╭──

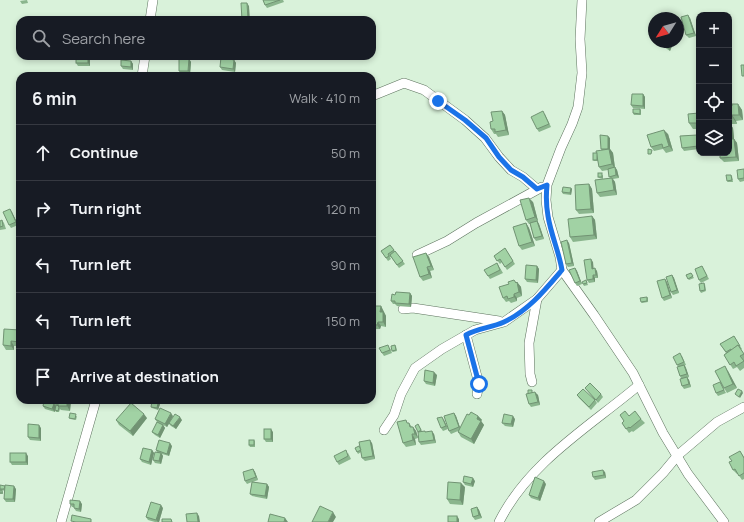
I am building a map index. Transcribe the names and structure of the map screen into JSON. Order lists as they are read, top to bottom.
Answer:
{
  "north": "bottom left",
  "page": {
    "map_buttons": ["+", "−"],
    "search": "Search here",
    "heading": ["6 min", "Walk · 410 m"],
    "list": [
      ["Continue", "50 m"],
      ["Turn right", "120 m"],
      ["Turn left", "90 m"],
      ["Turn left", "150 m"],
      "Arrive at destination"
    ]
  }
}
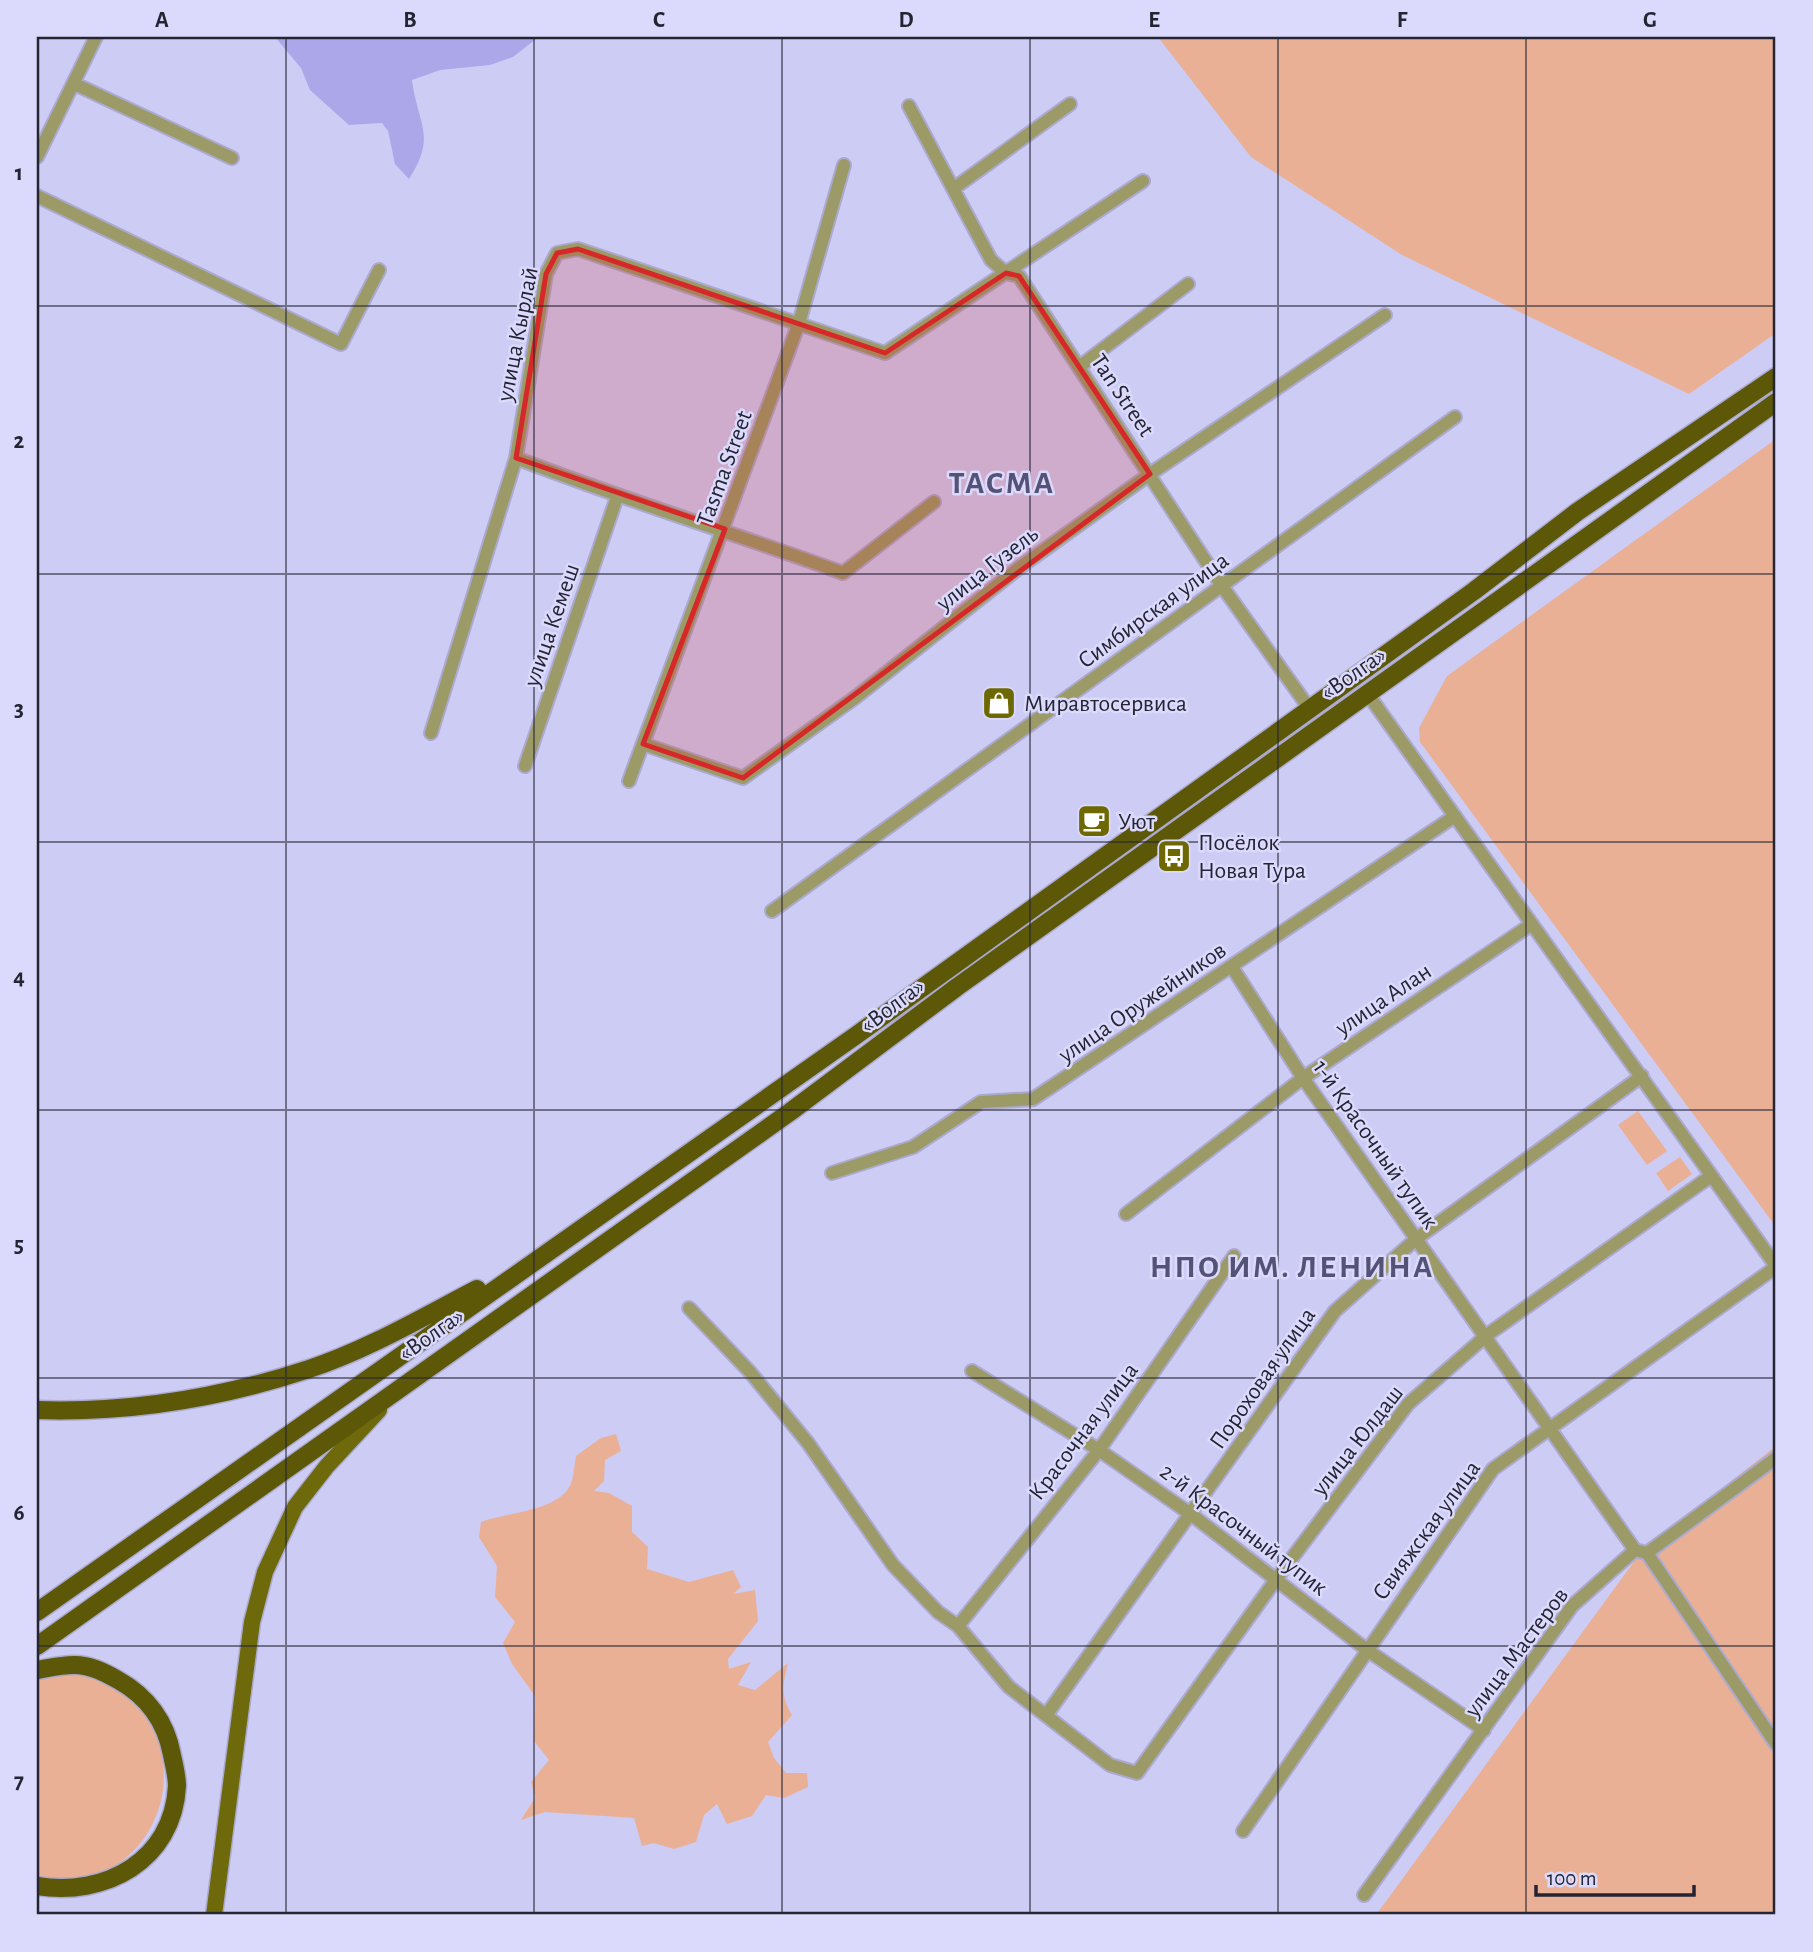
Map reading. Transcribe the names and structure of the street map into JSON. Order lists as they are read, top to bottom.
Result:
{
  "streets": {
    "highway": ["«Волга»"],
    "street": [
      "улица Кырлай",
      "Tan Street",
      "Tasma Street",
      "улица Гузель",
      "Симбирская улица",
      "улица Кемеш",
      "улица Алан",
      "улица Оружейников",
      "1-й Красочный тупик",
      "Пороховая улица",
      "Красочная улица",
      "улица Юлдаш",
      "2-й Красочный тупик",
      "Свияжская улица",
      "улица Мастеров"
    ]
  },
  "crossings": [
    ["улица Кырлай", "Tan Street"],
    ["улица Кырлай", "Tasma Street"],
    ["Tan Street", "улица Гузель"],
    ["Tan Street", "Симбирская улица"],
    ["Tan Street", "«Волга»"],
    ["Tasma Street", "улица Гузель"],
    ["улица Алан", "1-й Красочный тупик"],
    ["улица Оружейников", "1-й Красочный тупик"],
    ["1-й Красочный тупик", "Пороховая улица"],
    ["1-й Красочный тупик", "улица Юлдаш"],
    ["1-й Красочный тупик", "Свияжская улица"],
    ["1-й Красочный тупик", "улица Мастеров"],
    ["Пороховая улица", "улица Юлдаш"],
    ["Пороховая улица", "2-й Красочный тупик"],
    ["Красочная улица", "2-й Красочный тупик"],
    ["улица Юлдаш", "2-й Красочный тупик"],
    ["2-й Красочный тупик", "Свияжская улица"],
    ["2-й Красочный тупик", "улица Мастеров"]
  ],
  "districts": ["ТАСМА", "НПО ИМ. ЛЕНИНА"],
  "places": {
    "shop": ["Миравтосервиса"],
    "cafe": ["Уют"],
    "bus stop": ["Посёлок Новая Тура"]
  },
  "scale_bar": "100 m",
  "grid": {
    "columns": [
      "A",
      "B",
      "C",
      "D",
      "E",
      "F",
      "G"
    ],
    "rows": [
      "1",
      "2",
      "3",
      "4",
      "5",
      "6",
      "7"
    ]
  }
}
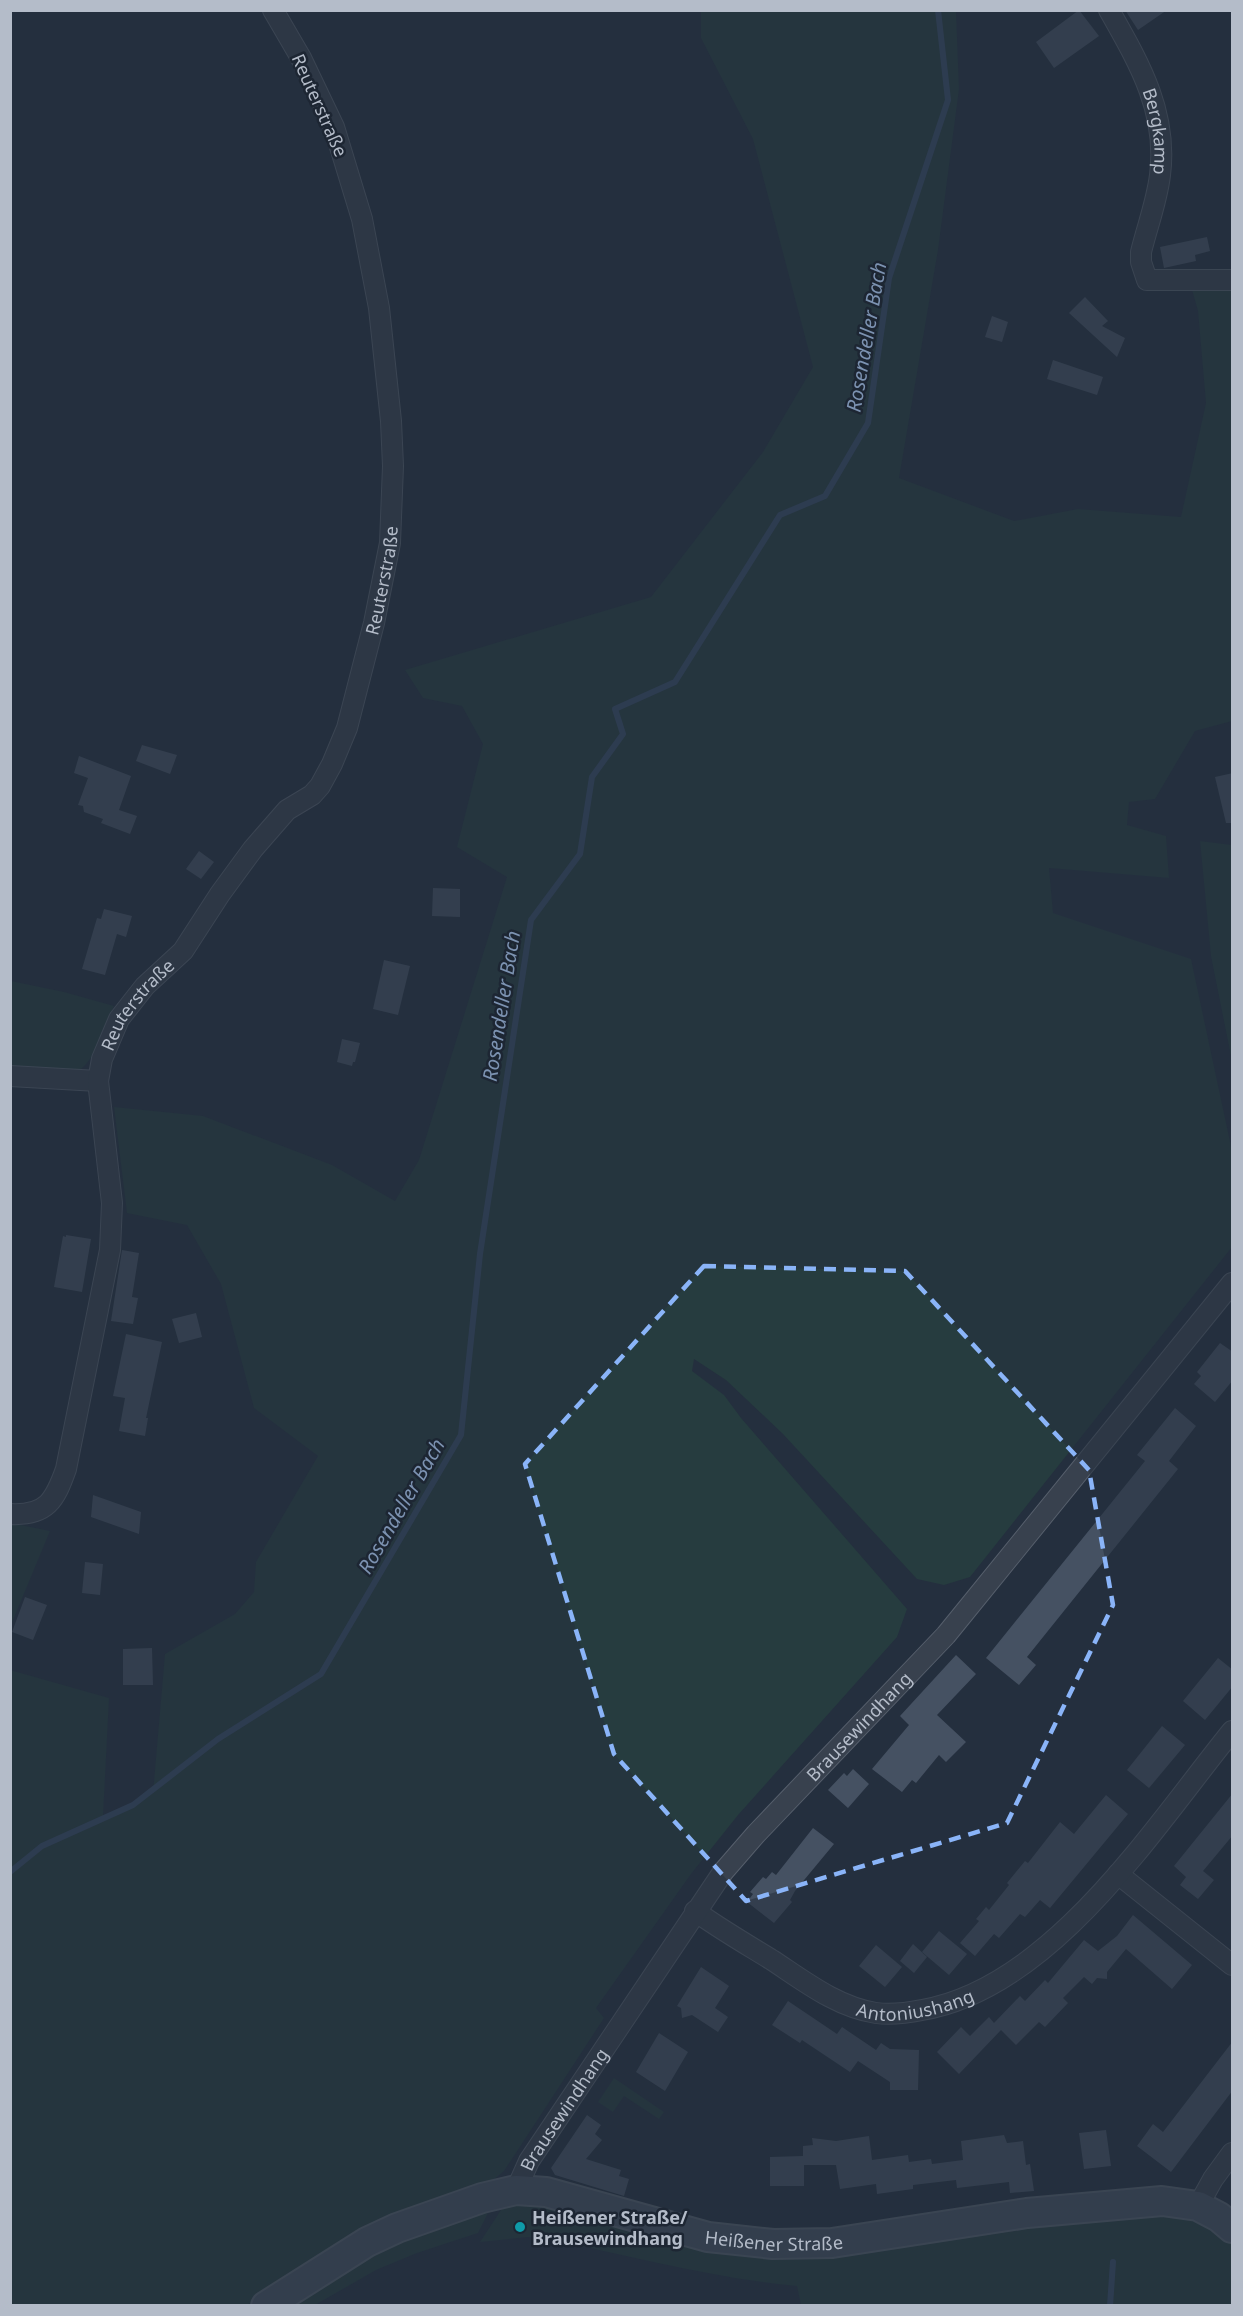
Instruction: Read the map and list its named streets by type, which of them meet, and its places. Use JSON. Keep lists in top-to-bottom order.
{
  "streets": {
    "street": [
      "Reuterstraße",
      "Bergkamp",
      "Brausewindhang",
      "Antoniushang",
      "Heißener Straße"
    ]
  },
  "crossings": [
    ["Brausewindhang", "Antoniushang"],
    ["Brausewindhang", "Heißener Straße"]
  ],
  "water": ["Rosendeller Bach"],
  "places": ["Heißener Straße/ Brausewindhang"]
}
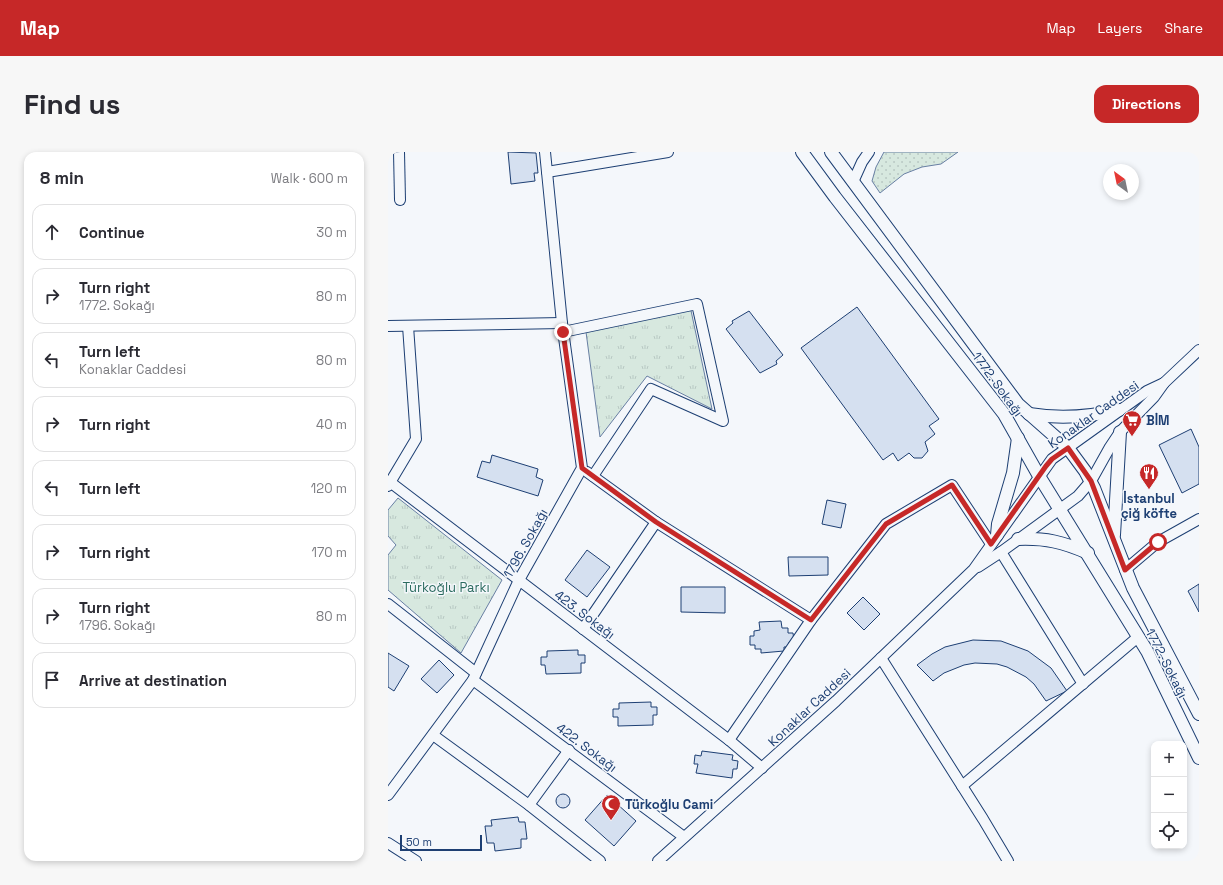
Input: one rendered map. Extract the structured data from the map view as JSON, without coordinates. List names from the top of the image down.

╰──

» **Prompt**: If a line in the records includes the string "into", copy it.

» **Answer for the task**:
I am building a map index. Transcribe the names and structure of the map screen into JSON. Order lists as they are read, top to bottom.
Map reading. Transcribe the names and structure of the street map into JSON. Order lists as they are read, top to bottom.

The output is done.